● What the exercise asks
Using the records below, write out again exactly the lines that begin at the line containing "M460,15l5,1v10l26,2 -2,29 -33,9z" and end at the line containing "M956,206l66,-118 100,-56", and no other lines.

**** Extracted entries

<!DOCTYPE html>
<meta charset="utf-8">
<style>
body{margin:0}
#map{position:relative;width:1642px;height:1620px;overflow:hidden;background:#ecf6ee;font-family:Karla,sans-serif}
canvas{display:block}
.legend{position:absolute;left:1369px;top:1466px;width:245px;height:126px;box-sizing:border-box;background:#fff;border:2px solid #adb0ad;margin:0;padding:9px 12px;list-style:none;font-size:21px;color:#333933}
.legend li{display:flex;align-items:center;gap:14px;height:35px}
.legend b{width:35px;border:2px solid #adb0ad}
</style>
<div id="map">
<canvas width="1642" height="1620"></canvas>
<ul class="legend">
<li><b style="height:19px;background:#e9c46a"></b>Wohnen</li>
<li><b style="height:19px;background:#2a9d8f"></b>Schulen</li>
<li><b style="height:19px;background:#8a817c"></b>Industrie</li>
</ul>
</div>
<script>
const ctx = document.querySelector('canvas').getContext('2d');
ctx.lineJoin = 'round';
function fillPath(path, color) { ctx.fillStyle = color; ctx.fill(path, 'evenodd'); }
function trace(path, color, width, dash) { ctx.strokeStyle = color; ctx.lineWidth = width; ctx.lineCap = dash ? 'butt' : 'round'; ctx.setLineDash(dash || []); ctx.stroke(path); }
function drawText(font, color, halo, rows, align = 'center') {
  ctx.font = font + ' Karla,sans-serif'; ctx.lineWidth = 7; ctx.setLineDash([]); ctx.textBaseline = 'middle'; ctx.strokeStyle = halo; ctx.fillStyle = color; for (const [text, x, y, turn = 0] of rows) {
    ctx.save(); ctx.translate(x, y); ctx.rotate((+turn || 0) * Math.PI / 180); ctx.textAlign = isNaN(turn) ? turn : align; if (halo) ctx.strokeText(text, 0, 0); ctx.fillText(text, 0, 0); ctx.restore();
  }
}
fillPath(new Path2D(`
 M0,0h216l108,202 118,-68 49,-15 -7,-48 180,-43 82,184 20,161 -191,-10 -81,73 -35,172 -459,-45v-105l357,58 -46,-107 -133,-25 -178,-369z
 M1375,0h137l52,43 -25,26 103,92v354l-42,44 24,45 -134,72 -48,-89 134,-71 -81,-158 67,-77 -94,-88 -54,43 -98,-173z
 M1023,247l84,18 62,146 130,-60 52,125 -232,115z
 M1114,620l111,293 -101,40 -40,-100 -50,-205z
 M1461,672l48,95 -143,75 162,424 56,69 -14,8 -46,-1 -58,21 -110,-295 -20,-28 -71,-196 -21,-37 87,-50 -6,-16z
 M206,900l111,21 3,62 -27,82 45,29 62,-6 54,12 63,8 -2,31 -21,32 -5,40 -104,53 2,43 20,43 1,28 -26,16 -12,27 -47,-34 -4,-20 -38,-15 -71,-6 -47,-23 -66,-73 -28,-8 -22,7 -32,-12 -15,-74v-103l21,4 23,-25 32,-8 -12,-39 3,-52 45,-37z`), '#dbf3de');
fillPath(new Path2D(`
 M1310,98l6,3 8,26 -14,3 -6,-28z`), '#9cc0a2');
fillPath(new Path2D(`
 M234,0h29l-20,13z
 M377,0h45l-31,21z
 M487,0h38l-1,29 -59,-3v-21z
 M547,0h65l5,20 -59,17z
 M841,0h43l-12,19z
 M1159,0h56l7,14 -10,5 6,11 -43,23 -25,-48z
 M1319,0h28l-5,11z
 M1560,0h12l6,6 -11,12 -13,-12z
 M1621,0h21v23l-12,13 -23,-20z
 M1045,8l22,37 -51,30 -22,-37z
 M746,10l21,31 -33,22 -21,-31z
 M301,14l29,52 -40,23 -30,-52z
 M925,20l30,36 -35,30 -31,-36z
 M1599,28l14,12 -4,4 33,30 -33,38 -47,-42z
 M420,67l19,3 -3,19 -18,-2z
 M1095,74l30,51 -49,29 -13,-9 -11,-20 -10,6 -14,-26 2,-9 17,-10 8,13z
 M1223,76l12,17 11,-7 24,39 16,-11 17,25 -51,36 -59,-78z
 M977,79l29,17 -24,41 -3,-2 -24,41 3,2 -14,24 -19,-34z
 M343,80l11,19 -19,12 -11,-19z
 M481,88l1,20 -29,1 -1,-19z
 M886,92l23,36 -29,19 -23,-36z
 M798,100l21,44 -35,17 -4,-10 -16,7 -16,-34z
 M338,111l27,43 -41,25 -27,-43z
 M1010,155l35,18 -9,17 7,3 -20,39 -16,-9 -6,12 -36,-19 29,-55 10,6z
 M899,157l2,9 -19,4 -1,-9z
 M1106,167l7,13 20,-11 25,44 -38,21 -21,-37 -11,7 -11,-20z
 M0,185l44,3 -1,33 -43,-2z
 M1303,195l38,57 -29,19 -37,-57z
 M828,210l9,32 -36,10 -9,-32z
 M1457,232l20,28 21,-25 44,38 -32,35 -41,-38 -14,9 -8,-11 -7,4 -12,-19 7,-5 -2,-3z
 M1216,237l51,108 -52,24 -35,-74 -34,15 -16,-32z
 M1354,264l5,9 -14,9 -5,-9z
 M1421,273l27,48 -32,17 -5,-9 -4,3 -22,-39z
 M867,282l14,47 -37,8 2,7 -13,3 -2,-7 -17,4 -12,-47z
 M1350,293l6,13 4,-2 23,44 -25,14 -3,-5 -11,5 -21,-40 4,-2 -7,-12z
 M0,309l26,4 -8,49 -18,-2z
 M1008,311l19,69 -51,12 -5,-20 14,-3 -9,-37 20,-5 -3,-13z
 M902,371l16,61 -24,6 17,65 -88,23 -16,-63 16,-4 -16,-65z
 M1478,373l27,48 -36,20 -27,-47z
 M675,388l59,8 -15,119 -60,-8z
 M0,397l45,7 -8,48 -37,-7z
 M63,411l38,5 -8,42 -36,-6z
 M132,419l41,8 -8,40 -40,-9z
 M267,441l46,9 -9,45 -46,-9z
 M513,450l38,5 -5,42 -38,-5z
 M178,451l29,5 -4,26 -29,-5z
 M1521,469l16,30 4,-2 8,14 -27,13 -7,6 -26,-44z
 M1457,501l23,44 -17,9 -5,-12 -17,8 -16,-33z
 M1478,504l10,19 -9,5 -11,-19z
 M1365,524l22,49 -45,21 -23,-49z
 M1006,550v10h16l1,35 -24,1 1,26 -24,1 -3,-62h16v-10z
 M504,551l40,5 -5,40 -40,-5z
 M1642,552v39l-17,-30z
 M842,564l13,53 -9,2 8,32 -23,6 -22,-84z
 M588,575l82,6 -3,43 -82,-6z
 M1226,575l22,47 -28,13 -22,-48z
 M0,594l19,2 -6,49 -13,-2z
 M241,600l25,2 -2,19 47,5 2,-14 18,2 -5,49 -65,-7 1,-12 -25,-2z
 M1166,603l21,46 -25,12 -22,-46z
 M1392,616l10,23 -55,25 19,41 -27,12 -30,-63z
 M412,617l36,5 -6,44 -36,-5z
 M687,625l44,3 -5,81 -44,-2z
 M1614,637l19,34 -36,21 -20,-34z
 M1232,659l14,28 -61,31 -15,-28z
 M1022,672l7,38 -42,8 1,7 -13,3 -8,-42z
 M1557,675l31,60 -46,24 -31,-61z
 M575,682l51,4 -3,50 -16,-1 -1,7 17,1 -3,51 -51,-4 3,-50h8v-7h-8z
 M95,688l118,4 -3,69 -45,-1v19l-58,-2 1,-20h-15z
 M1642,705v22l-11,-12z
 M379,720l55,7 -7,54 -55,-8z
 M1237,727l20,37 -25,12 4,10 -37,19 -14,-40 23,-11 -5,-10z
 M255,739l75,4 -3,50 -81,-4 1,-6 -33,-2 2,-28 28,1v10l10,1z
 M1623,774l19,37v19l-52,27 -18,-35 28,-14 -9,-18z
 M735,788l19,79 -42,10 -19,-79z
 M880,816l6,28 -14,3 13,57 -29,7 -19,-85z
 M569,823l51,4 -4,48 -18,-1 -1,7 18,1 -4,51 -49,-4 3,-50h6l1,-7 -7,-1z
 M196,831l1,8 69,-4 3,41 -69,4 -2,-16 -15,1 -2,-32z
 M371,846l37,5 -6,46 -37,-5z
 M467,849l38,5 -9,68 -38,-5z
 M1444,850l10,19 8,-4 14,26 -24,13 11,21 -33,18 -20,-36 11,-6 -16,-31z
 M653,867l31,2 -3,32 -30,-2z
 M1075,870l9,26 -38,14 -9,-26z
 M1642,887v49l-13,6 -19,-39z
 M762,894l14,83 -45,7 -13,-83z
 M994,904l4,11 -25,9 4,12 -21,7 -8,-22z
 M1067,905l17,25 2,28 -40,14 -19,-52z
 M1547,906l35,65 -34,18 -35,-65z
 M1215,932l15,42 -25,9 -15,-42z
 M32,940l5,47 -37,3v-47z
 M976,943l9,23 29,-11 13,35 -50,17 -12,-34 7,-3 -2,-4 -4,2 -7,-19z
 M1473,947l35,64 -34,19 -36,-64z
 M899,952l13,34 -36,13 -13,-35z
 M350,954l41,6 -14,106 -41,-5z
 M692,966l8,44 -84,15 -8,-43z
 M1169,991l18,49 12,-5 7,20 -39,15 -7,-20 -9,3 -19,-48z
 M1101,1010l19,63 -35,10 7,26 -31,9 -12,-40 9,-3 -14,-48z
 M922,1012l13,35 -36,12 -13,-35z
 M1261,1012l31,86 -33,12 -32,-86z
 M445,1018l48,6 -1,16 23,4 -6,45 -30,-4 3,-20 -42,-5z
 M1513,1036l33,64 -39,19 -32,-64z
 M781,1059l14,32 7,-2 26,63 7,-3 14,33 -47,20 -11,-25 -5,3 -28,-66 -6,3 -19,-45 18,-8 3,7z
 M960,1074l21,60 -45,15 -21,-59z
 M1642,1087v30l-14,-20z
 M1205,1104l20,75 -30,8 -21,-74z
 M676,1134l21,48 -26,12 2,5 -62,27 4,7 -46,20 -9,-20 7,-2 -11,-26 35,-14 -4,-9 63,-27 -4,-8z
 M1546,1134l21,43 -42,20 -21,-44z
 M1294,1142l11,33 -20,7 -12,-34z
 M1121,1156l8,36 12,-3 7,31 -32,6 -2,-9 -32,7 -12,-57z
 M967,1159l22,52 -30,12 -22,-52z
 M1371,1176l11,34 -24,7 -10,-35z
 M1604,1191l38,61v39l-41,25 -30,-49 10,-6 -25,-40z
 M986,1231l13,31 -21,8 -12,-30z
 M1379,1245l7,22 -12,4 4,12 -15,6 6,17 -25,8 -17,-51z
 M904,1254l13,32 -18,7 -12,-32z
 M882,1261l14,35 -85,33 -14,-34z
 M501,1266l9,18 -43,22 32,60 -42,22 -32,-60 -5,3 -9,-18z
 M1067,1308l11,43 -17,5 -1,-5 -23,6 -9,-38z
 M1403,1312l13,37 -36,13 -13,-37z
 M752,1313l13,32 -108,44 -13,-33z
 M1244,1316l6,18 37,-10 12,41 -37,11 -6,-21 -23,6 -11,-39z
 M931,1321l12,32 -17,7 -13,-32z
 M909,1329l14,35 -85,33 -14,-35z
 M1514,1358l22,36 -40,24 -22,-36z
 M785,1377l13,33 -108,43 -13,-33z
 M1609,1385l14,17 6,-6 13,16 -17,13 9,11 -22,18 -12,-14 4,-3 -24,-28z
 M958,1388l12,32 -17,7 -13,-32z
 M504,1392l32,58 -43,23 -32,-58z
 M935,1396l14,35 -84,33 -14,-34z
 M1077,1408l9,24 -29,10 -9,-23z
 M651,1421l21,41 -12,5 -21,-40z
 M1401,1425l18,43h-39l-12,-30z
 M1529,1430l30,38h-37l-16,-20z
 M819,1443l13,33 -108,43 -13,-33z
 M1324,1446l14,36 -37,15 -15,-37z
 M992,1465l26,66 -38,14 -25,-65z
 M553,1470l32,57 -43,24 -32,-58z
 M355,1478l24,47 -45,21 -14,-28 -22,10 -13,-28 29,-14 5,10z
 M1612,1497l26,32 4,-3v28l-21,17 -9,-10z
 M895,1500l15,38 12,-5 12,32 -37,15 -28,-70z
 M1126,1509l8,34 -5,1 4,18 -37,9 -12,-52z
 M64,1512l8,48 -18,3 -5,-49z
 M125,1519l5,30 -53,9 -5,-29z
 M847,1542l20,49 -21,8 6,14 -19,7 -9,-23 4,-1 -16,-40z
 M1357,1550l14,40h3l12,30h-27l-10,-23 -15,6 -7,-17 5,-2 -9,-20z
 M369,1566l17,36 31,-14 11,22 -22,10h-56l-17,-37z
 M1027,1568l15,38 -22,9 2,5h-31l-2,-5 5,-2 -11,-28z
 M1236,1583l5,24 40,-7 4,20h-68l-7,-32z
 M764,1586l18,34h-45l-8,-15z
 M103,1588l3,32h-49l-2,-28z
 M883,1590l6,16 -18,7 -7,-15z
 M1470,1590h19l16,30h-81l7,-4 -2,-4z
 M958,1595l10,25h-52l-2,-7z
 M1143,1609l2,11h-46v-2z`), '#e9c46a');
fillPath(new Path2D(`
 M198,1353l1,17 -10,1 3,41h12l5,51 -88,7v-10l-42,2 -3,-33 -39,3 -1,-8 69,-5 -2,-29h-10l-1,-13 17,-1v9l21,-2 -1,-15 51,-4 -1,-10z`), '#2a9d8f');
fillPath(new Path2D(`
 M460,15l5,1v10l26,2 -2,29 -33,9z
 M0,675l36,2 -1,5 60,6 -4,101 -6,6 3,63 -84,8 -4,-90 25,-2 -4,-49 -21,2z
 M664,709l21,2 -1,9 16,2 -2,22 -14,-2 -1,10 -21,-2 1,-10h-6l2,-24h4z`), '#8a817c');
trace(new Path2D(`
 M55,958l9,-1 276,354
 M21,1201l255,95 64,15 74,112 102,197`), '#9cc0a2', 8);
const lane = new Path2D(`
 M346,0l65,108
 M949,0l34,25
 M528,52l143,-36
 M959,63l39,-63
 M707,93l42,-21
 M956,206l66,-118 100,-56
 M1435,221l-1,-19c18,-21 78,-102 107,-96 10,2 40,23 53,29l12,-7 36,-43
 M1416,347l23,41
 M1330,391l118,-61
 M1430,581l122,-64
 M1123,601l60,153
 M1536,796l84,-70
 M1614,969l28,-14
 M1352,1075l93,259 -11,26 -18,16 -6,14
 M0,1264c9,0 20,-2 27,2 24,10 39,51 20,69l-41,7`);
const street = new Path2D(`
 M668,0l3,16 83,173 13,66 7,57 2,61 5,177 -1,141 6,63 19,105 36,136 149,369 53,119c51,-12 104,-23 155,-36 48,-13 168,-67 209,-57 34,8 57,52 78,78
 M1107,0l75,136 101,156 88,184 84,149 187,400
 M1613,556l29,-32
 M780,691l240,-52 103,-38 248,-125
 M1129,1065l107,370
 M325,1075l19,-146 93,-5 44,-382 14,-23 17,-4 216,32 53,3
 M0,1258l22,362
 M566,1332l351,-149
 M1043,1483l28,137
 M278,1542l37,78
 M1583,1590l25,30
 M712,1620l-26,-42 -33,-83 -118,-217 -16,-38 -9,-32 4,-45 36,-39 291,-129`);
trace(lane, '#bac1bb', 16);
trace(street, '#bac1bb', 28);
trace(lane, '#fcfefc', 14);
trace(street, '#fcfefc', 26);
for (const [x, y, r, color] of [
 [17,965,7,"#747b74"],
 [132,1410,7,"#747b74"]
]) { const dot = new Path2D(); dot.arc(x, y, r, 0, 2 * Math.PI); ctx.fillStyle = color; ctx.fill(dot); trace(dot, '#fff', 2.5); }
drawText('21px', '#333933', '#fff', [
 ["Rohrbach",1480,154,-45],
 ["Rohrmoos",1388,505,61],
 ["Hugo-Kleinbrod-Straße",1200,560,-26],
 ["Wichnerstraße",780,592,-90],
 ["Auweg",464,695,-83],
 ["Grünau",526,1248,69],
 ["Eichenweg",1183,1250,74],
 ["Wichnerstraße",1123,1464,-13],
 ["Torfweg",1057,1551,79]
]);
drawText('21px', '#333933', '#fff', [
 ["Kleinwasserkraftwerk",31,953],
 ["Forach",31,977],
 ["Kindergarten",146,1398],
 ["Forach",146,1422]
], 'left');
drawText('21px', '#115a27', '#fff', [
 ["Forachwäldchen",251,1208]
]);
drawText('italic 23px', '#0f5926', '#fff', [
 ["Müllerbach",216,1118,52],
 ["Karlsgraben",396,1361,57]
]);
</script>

********

● Task answer
 M460,15l5,1v10l26,2 -2,29 -33,9z
 M0,675l36,2 -1,5 60,6 -4,101 -6,6 3,63 -84,8 -4,-90 25,-2 -4,-49 -21,2z
 M664,709l21,2 -1,9 16,2 -2,22 -14,-2 -1,10 -21,-2 1,-10h-6l2,-24h4z`), '#8a817c');
trace(new Path2D(`
 M55,958l9,-1 276,354
 M21,1201l255,95 64,15 74,112 102,197`), '#9cc0a2', 8);
const lane = new Path2D(`
 M346,0l65,108
 M949,0l34,25
 M528,52l143,-36
 M959,63l39,-63
 M707,93l42,-21
 M956,206l66,-118 100,-56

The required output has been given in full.